Si, du temps où il existait des salles de cinéma, vous avez eu la chance et la surprise de découvrir l'étrange film d'Armand Gatti, El otro Cristóbal, il vous aura forcément manqué les bonus présents sur le DVD publié par ED Distribution. Comment décrire ce film étonnant tourné en 1962, sorte d'opéra libertaire azimuthé, hommage à la révolution cubaine, emporté par la salsa de Gilberto Valdés, baroque et loufoque ? Les adjectifs me manquent, tant il en faudrait pour se rapprocher de ce spectacle incroyable, aux contrastes filmés dans un superbe noir et blanc par Henri Alekan, dans des décors obliques de Hubert Monloup. Cet autre Christophe Colomb est joué par Jean Bouise, mais celui-là fomente une révolte contre le dictateur Anastasio et les compagnies nord-américaines. Le scénario, totalement allumé, rappelle certains films de cette époque où s'inventait le nouveau cinéma. Je pense à Closed Vision de Marc'O, à La route parallèle de Ferdinand Khittl, aux Funérailles des roses de Toshio Matsumoto, à The Savage Eye, aux films de Fernando Arrabal...
Sauf qu'Armand Gatti est lui-même un personnage picaresque extrêmement attachant. Un poème et cinq films, son portrait réalisé par son fils Stéphane en 1980, montre cet être exalté à la vie peu commune. Très jeune résistant, condamné à mort, évadé d'un camp de travail en Allemagne, parachutiste, journaliste censuré par le Gaullisme, dresseur de fauves, grand voyageur, féru de musique contemporaine, il rencontre Che Guevara, Miguel Ángel Asturias, Mao Tsé Toung, Fidel Castro, se lie avec Chris Marker, écrit une quarantaine de pièces de "théâtre révolutionnaire" et réalise cinq films dont El otro Cristobal qui représente Cuba au Festival de Cannes, y obtient le Prix des Écrivains de cinéma et de télévision, mais ne sera projeté que 50 ans plus tard, en 2019, pour cause de mésentente avec le producteur français ; et Le Lion, sa cage et ses ailes sur lequel j'ai écrit un article en 2011.

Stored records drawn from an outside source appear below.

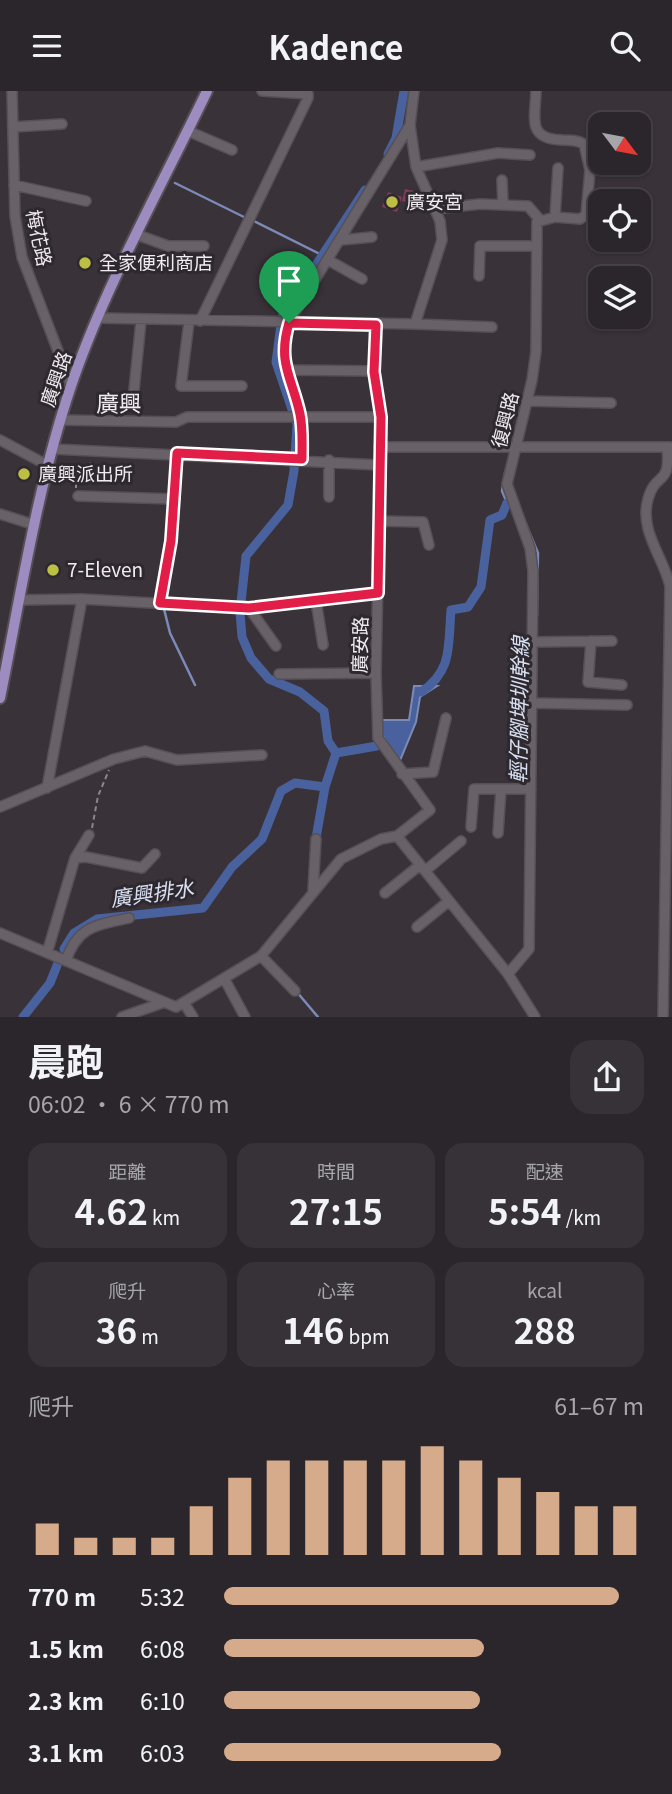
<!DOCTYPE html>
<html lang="zh-TW">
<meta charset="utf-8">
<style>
body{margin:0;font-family:Georgia,"Noto Sans TC",serif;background:#373237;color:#f1f3f6;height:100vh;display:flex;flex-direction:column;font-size:26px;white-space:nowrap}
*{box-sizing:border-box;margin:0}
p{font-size:23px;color:#a6a5a9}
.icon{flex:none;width:38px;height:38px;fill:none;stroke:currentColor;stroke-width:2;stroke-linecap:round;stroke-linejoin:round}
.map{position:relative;height:926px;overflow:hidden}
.side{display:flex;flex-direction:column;background:#2b262b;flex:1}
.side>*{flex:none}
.needle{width:46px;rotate:122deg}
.controls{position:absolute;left:588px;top:21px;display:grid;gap:14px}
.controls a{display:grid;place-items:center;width:63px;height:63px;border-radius:14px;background:#2b262b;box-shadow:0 2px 5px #0004,0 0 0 2px #474347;font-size:35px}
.pin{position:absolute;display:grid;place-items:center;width:60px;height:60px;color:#fff;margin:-72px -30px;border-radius:50% 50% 50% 0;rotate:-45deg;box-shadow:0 0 7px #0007}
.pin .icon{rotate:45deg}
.round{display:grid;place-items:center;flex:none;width:74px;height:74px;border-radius:21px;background:#373237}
.overview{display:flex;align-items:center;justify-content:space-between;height:119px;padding:0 28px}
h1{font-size:38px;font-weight:700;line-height:52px}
.stats{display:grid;grid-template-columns:repeat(3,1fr);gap:10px;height:119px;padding:7px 28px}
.stats div{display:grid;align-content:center;border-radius:18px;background:#373237;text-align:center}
.stats b{font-size:35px;font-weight:700}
.stats small{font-size:19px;font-weight:400}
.stats p{font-size:19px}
.chart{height:196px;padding:14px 28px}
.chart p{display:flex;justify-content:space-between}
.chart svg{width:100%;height:126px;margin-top:7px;stroke:#d6ab8b;stroke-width:6}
ul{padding:0 28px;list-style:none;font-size:23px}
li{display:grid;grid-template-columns:112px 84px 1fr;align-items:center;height:52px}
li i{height:18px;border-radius:9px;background:#d6ab8b}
header{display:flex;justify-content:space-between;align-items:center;height:91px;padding:0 28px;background:#2b262b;font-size:32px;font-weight:700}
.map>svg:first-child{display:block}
.water{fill:#49619d;stroke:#7b8ab6;stroke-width:2}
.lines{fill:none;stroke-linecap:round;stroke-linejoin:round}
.stream{stroke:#7b8ab6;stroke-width:2.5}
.canal{stroke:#49619d;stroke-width:9}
.building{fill:#803d5b}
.minor-casing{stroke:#565056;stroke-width:12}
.major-casing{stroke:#565056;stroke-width:14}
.path{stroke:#8c868c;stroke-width:2;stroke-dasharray:5 3.5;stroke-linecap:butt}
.minor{stroke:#686168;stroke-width:9}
.major{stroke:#9c8cc0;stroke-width:10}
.route-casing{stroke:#fff;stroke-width:14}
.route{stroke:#e11d48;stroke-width:9}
.poi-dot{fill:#bcbf44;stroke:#2e282f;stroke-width:2.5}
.labels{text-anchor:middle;stroke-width:6;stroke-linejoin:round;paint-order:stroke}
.poi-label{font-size:19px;fill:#efebef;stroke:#2e282f;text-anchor:start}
.street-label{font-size:19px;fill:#efebef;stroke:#2e282f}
.water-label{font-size:21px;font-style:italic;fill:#d8e0f2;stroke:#2e282f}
.quarter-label{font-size:23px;fill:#efebef;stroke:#2e282f}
</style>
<header><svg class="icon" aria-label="menu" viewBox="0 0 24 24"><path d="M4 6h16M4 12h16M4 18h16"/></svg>Kadence<svg class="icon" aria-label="search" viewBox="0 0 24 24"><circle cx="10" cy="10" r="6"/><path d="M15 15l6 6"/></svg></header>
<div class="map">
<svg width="672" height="926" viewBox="0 0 672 926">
<rect width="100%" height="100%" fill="#393239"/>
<!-- water -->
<path class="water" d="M414 595H437L420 606 416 631 399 672 382 643V629H409Z"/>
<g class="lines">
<!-- stream -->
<path class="stream" d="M175 92 246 127
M254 130 324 165
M505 382 502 400 507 412H512
M523 426 538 462 537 525
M164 518 170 542 195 594
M296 900 318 926"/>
<!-- canal -->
<path class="canal" d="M388 63 396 47 404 0
M421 601C453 580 448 554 451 519L468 516 481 496 490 429 502 424 507 412
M336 662 328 650 324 620 300 601 269 588 251 567 242 546 240 521 246 465 288 414 294 380 297 333 276 271 282 226 365 99
M336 662 377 655
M316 747 325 696
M64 858 74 842 97 828 203 817 232 776 262 748 281 700 295 692 325 696 336 662
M23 926 50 892 58 872"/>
</g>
<!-- building -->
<path class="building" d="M405 98 419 101 420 114 402 110Z
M388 101 402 106 397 121 382 116Z"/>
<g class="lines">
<!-- minor casing -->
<g class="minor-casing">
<path id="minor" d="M12 0 15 125 22 166 71 294
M13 36 62 33
M188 40 232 59
M416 76 498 62 530 64
M502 89 503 114
M14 94 86 110
M435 118 480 113 528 115 540 129
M555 126 558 77
M138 144 168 155H204
M341 149 372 146
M328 169 362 188
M479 185 480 155H536
M98 227 415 233 442 149 440 130 416 76 410 34 414 0
M200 230 308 7V3L262 0
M189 231 181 295H242
M415 233 492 236
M376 234 374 280 381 326 376 582 378 647 430 719 397 745
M286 279 374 280
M134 299 141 230
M528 310 611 312
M60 329 176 331 187 326H381
M0 349 47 374
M379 356H670
M53 358 379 374
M302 368C302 353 303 338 300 323 292 286 277 272 289 231L410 34
M78 405 175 408
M329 406V369
M0 423 35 434
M379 430 423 431 429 454
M19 509 82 508 239 517 378 502
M316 510 323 554
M160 512 171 450 177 362
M249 517 276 555
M591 550 588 591 622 594
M532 551 612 550
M279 583 376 582
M531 612 627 614
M402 683 433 681 446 627
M47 697 82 508
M0 716 114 668 145 660 177 669 262 664
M471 736 474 698H531
M498 742 501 698
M75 767 89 744
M425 780 461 750
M313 799 316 748
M385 802 420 774
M417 836 449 810
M0 842 176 916 261 865 341 768 381 748 397 745 508 883 535 926
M47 862 75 767 86 766 142 777 155 763
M261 865 295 900
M66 870C77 835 97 834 129 827
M508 883 529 858 533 480 530 457 507 393 532 289 536 260 537 131 555 126 580 128 586 124 590 79 584 53C577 49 570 49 562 49 527 48 535 28 536 0
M225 889 245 926
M184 912 193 926
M122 926 162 912
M663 926 670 495C663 465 639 440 648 408 656 379 671 397 667 356"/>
</g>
<!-- major casing -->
<g class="major-casing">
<path id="major" d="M0 607C21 503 37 396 71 295 104 197 162 94 207 0"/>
</g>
<!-- path -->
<path class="path" d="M76 397V382H89L91 369
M92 737 98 705 109 679"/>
<!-- minor -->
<use href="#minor" class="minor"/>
<!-- major -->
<use href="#major" class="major"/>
</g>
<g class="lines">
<!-- route casing -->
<g class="route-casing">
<path id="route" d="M289 232 376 234 374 281 381 326 378 502 249 517 160 512 171 450 177 362 302 368C302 353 303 338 300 323 292 286 277 272 289 232Z"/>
</g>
<!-- route -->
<use href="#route" class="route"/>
</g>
<!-- markers -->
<g class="poi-dot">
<circle cx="392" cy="111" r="7"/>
<circle cx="85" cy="172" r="7"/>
<circle cx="24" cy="383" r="7"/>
<circle cx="53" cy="479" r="7"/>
</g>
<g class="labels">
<!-- poi labels -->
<g class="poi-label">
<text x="406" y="118">廣安宮</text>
<text x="99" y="179">全家便利商店</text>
<text x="38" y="390">廣興派出所</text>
<text x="67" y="486">7-Eleven</text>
</g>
<!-- street labels -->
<g class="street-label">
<text transform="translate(39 147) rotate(78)" y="7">梅花路</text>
<text transform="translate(56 288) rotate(-71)" y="7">廣興路</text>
<text transform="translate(505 329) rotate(-76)" y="7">復興路</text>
<text transform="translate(360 554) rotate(-89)" y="7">廣安路</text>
</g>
<!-- water labels -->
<g class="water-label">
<text transform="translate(520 619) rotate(-89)" y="7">輕仔腳埤圳幹線</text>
<text transform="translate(152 803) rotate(-8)" y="7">廣興排水</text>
</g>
<!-- quarter labels -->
<g class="quarter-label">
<text x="119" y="321">廣興</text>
</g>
</g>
</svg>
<div class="controls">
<a><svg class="needle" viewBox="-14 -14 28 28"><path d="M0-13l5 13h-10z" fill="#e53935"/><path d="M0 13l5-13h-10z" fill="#a6a5a9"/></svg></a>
<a><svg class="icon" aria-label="locate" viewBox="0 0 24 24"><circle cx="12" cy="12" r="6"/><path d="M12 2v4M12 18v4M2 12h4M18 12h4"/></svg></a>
<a><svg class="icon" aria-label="layers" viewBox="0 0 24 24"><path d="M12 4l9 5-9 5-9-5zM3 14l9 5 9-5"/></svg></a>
</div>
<div class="pin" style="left:289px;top:232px;background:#1e9e55"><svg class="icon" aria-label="arrive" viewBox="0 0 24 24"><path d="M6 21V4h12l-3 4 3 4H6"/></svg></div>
</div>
<section class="side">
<div class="overview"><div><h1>晨跑</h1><p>06:02 · 6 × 770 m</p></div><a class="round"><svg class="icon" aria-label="share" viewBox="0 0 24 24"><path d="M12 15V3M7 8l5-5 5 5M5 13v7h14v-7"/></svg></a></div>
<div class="stats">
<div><p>距離</p><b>4.62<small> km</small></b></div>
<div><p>時間</p><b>27:15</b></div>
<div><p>配速</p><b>5:54<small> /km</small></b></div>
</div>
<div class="stats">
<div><p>爬升</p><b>36<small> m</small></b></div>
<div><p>心率</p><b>146<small> bpm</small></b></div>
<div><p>kcal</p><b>288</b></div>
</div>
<div class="chart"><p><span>爬升</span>61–67 m</p>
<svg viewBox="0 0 160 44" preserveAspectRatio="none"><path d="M5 44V33M15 44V38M25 44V38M35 44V38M45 44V27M55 44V17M65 44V11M75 44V11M85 44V11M95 44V11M105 44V6M115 44V11M125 44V17M135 44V22M145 44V27M155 44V27"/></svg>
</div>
<ul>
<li><b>770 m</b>5:32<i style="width:94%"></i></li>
<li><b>1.5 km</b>6:08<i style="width:62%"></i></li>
<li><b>2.3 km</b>6:10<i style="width:61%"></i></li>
<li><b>3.1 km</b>6:03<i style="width:66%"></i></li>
</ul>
</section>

À Montreuil il crée le centre international de création La Parole errante qui rassemble tous les arts. Sa biographie est si imposante que je ne fais que picorer. On sent parfaitement son enthousiasme et sa fougue dans le documentaire de 68 minutes présent sur le DVD. Y figure aussi Le Journal intime de Dieu de Sylvain Dreyer (2011) à la recherche du comédien qui tenait le rôle en 1962. Armand Gatti, disparu en 2017 à l'âge de 93 ans, n'a cessé d'user de son imagination pour lutter aux côtés des ouvriers et des paysans. Sa liberté de création semble d'un autre temps, tant l'anesthésie paralyse la plupart des artistes d'aujourd'hui, plus enclins au revival qu'au bouleversement que l'analyse procure. Armand Gatti était un de ces rares artistes libres qui n'avait que faire des modes et des étiquettes marchandes, privilégiant les recherches formelles pour aller vers un art populaire, théorie et pratique allant toujours de paire, misant toujours sur l'intelligence et la vie.